- **PROBLEM STATEMENT**:
Copy out each line of the entries where the word "nowrap" is present.

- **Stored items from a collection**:
——————————

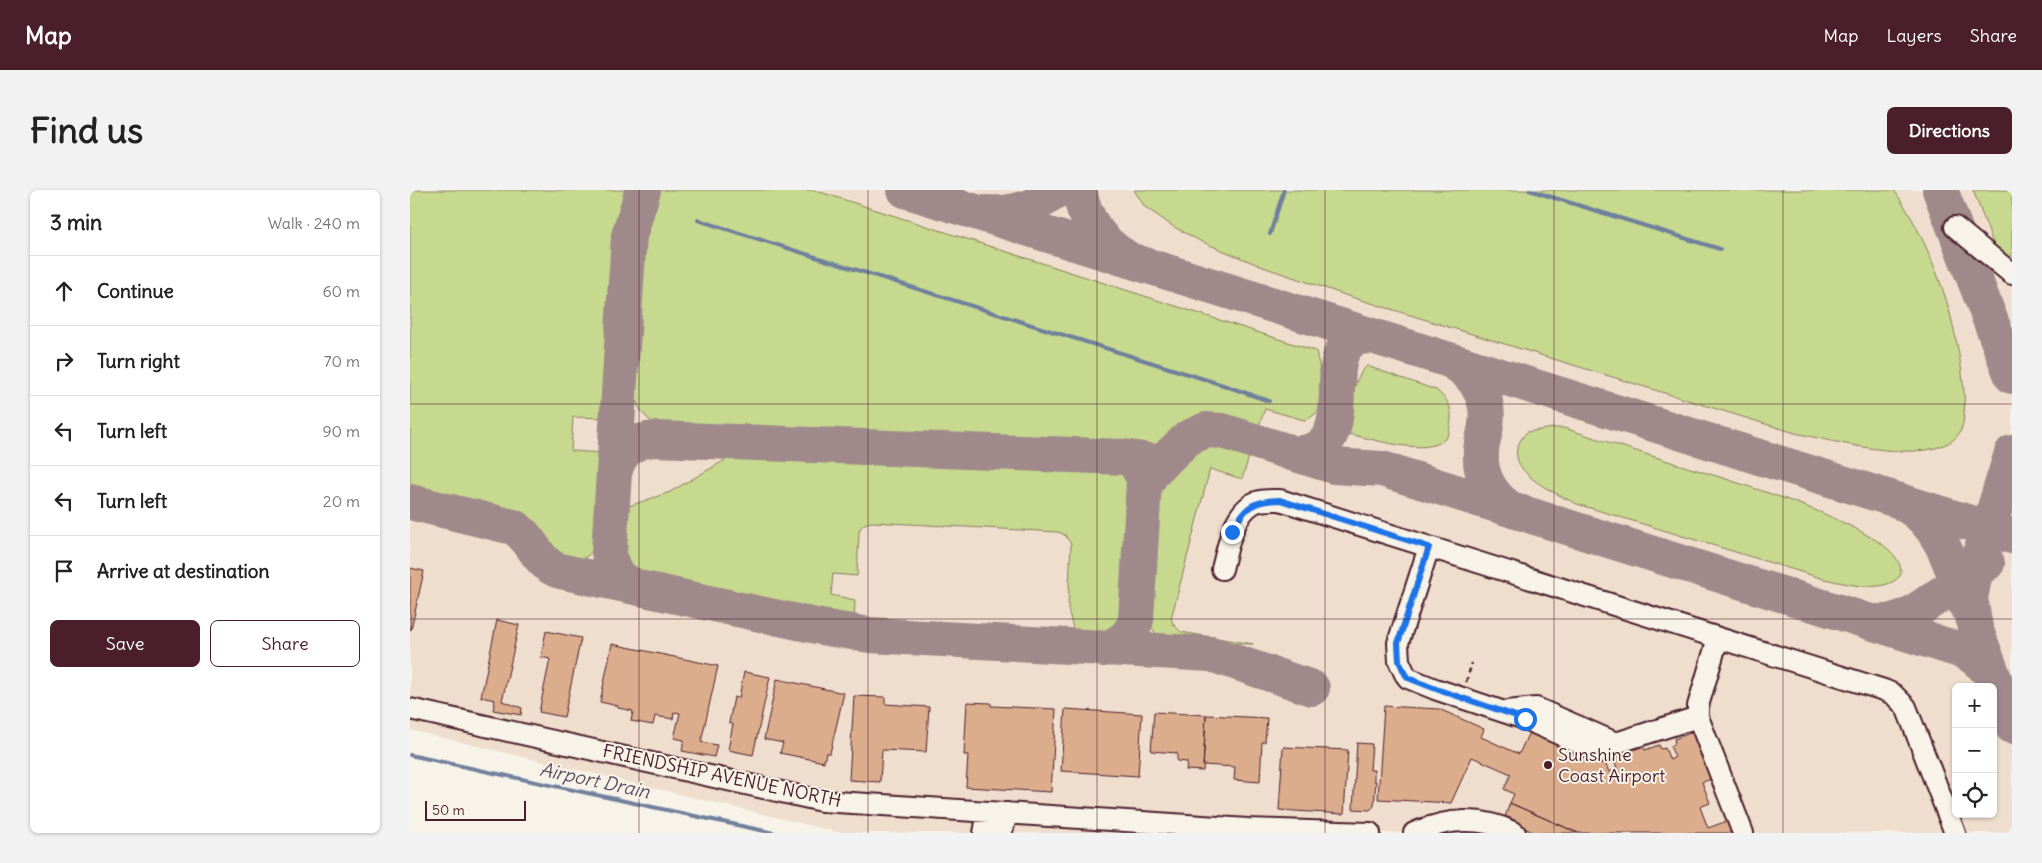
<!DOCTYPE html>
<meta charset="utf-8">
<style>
body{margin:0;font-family:Delius,sans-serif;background:#f2f2f2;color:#222}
.controls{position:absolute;right:15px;bottom:15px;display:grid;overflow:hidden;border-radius:8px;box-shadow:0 1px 4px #0004}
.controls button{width:45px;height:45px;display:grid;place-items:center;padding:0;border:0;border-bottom:1px solid #e0e0e0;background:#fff;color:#222;font:25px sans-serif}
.scale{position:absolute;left:15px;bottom:12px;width:101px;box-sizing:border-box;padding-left:5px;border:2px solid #4a1f2b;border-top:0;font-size:14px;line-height:18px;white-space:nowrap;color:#4a1f2b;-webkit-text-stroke:4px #f7f3e8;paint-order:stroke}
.stop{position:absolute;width:15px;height:15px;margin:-11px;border:4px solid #1a73e8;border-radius:50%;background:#fff}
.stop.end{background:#1a73e8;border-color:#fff;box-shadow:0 1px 5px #0008}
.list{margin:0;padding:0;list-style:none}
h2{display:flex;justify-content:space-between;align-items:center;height:65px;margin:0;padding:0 20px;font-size:21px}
h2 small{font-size:16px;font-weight:400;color:#767676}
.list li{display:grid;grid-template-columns:32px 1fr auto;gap:15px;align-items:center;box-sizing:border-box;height:70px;padding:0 20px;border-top:1px solid #e0e0e0}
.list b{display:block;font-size:19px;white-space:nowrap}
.list em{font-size:16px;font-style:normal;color:#767676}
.actions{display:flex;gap:10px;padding:15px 20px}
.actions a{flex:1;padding:11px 0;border:1px solid #4a1f2b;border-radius:8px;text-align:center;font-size:18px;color:#4a1f2b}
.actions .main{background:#4a1f2b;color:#fff}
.icon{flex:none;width:28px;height:28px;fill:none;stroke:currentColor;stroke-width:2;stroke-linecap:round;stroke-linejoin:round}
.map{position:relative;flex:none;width:1602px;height:643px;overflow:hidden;border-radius:8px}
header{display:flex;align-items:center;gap:30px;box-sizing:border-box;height:70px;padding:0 25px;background:#4a1f2b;color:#fff}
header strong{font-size:24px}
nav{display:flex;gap:28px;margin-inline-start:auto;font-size:18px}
.intro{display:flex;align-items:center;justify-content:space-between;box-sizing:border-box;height:120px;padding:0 30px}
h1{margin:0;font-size:35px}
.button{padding:12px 22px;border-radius:8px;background:#4a1f2b;color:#fff;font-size:18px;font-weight:700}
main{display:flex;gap:30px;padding:0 30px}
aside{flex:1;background:#fff;border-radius:8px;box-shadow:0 1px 4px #0004}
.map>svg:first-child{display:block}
.built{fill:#efdecd;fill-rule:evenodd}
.green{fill:#c6d98e;stroke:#887c5c}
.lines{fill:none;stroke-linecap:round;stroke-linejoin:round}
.stream{stroke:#707f9c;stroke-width:4}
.taxiway{stroke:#a0898a;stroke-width:36}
.building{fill:#dcad8d;stroke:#4a1f2b}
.minor-casing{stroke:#4a1f2b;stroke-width:24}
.path{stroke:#4a1f2b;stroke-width:2.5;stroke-dasharray:5 4;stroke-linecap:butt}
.minor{stroke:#f7f3e8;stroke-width:20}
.route{stroke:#1a73e8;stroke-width:6}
.grid{fill:none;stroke:#4a1f2b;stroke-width:1;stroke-opacity:0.55}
.poi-dot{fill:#4a1f2b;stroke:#f7f3e8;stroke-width:2}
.labels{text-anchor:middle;stroke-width:4;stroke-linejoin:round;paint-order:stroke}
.poi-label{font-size:18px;fill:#4a1f2b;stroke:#f7f3e8;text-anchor:start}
.street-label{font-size:18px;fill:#4a1f2b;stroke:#f7f3e8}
.water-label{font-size:19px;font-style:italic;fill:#5d4f63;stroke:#f7f3e8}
</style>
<header>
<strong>Map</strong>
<nav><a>Map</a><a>Layers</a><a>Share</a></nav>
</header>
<div class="intro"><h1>Find us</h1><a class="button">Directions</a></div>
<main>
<aside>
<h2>3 min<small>Walk · 240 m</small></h2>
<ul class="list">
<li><svg class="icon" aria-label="ahead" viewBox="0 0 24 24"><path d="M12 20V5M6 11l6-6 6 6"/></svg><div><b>Continue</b></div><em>60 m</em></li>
<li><svg class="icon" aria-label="right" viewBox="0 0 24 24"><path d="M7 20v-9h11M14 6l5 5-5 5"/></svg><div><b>Turn right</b></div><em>70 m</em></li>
<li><svg class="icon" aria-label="left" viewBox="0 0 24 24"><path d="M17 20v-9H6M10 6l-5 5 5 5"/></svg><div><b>Turn left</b></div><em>90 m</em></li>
<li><svg class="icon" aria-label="left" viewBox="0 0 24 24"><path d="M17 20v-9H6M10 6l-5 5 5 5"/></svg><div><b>Turn left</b></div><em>20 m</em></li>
<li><svg class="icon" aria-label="arrive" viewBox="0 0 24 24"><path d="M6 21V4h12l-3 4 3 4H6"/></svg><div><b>Arrive at destination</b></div></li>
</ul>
<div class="actions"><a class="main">Save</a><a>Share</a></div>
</aside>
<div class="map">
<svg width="1602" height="643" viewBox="0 0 1602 643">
<rect width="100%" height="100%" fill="#f7f3e8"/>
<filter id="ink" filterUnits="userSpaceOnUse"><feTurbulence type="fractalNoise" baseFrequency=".02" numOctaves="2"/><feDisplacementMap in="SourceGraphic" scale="10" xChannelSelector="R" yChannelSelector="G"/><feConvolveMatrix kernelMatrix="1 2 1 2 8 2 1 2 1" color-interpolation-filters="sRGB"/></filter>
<g filter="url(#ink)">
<path class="built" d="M0 0H1602V643H432L0 540ZM1546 497H1583V624H1546Z"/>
<path class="green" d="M0 0H217L207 40 195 228 163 227 161 261 193 263 189 350C185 363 169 375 156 371 133 364 130 338 109 327 98 321 84 319 72 316 48 311 24 305 0 299Z
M248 0H404L906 161C910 180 915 201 910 220L900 228 894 230 855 219 847 241C793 223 789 221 747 262L265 240C233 235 224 216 221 186 225 126 224 56 248 0Z
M724 0H1484C1506 31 1523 70 1535 106 1544 134 1562 213 1551 240 1549 245 1543 251 1538 253 1503 273 1423 251 1385 243L938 106 853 77 790 51 764 37 735 17Z
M1563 0H1602V72L1583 53Z
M957 176 1026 200C1036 208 1042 216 1041 229 1040 235 1040 243 1036 248 1018 268 961 248 938 244 940 225 941 188 957 176Z
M1143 238H1154C1207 255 1260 272 1313 288 1364 305 1418 321 1464 349 1476 356 1495 371 1490 386 1473 405 1435 393 1414 389L1167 314C1141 301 1083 277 1117 242Z
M795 255H806L840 264 832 289 800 279 761 429 764 435 771 442 843 454 758 451C746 446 740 438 737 425L743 309C750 285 773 264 795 255Z
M338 261 701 277C710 281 717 284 721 293L713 430C703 451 684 447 665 446L658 419 661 354 655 345 648 342 462 332C455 333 451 335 449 342L447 386 423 384 421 405 445 410 444 432 251 390 229 382 220 378 212 364 216 321 219 316 260 302 322 266Z"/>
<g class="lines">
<path class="stream" d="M1119 0 1310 59
M288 30 813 195 859 211
M860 44 874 0
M0 565 364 643"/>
<path class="taxiway" d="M495 0 1602 346
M669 0C674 28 690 52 715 67
M1530 0 1602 186
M577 23C603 25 627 17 646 0
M1043 172C1066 185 1080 209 1076 235 1075 244 1071 253 1071 262 1069 287 1083 310 1105 321
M881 263C892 264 902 263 911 256 946 229 902 145 962 146
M1602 263 1565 382 1560 408 1565 438 1602 536
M204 284C209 261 223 250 246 249L714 267 744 272 753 271
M734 296 744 280 778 248 796 240 812 241 924 276 972 279 1553 461C1567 468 1577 477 1585 491
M0 312 103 337C124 348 126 374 150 381L411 437 460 445 801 464 902 498
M1496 315C1532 335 1542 379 1556 415
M229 398C210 391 201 382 199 362L219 46 233 0
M1460 432H1479L1500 425 1577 373
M693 459C709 455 721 446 726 430L734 292 732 284 726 274"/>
</g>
<path class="building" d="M0 378 14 381 1 440 0 439Z
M87 430 109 435 92 511 112 518 111 525 83 520 85 510 71 507Z
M136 441 171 448 154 527 129 522 140 469 131 467Z
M202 454 308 476 291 552 307 555 304 567 272 561 274 550 264 548 270 523 264 522 263 529 245 526 243 535 221 531 223 521 208 518V516L190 512Z
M334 482 360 487 343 565 318 560 323 534 319 533 324 507 329 508Z
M367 489 434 503 420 563H416L414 572 370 563 373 553 354 549Z
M444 506 475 507V514L519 517 516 562 472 560 470 592 439 590Z
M557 512 581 513V516L646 519 641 602 556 597 558 565H554Z
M1132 514 1193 568 1199 582 1207 579 1202 561 1230 550 1235 560 1249 555 1251 559 1255 558 1260 570 1265 567 1260 556 1265 554 1264 549 1283 542 1302 589 1292 592 1300 613 1290 617 1298 638 1317 631 1322 643H1168L1100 613 1104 604 1094 599 1101 584 1062 567 1041 613 968 609 974 516 1029 519 1074 539 1071 547 1109 564Z
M655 519 732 524 728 586 651 581Z
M744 522 796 525 793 581 776 580 777 572 767 571V563L741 561Z
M796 525 857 528 855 552H852L850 592 824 590 825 577 793 575Z
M947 553 962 554 960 580H964V591H966L964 616 960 620 943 619Z
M873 557 938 560 934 624 869 620Z
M1100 613 1168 643H1124L1095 627Z"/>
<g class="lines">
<g class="minor-casing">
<path id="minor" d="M1545 37 1602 84
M1019 357 988 453 989 471 995 484 998 488 1025 499 1115 529 1190 562 1196 561 1206 553 1288 527
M812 379C818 357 822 327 842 314 850 309 861 310 870 310L1474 500 1483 504 1496 517 1545 643
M1308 448 1288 516V527L1333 643
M0 519 412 611 838 639 960 643
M1098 521 1126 518 1206 553
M574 643 578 622
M591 643 598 623
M1004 643C1037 628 1073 626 1105 643"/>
</g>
<path class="path" d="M1056 492 1062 473"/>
<use href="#minor" class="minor"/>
</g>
</g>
<g class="lines" filter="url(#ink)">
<path class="route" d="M822 342C834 317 842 311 870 310L1019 357 988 453 989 471 995 484 998 488 1026 499 1115 529"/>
</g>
<path class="grid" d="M229 0V643M458 0V643M687 0V643M915 0V643M1144 0V643M1373 0V643M0 214H1602M0 429H1602"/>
<circle class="poi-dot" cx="1138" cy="575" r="5"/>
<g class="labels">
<g class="poi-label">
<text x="1148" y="571">Sunshine<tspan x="1148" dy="21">Coast Airport</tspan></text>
</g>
<g class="street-label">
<text transform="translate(312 586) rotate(12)" y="6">FRIENDSHIP AVENUE NORTH</text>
</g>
<g class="water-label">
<text transform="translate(185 590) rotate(12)" y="7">Airport Drain</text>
</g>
</g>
</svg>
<div class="controls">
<button>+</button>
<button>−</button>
<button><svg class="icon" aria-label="locate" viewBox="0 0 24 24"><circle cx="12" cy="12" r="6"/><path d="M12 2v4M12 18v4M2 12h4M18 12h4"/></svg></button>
</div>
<div class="scale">50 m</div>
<div class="stop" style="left:1115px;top:529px"></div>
<div class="stop end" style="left:822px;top:342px"></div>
</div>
</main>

——————————

- **YOUR RESPONSE**:
.scale{position:absolute;left:15px;bottom:12px;width:101px;box-sizing:border-box;padding-left:5px;border:2px solid #4a1f2b;border-top:0;font-size:14px;line-height:18px;white-space:nowrap;color:#4a1f2b;-webkit-text-stroke:4px #f7f3e8;paint-order:stroke}
.list b{display:block;font-size:19px;white-space:nowrap}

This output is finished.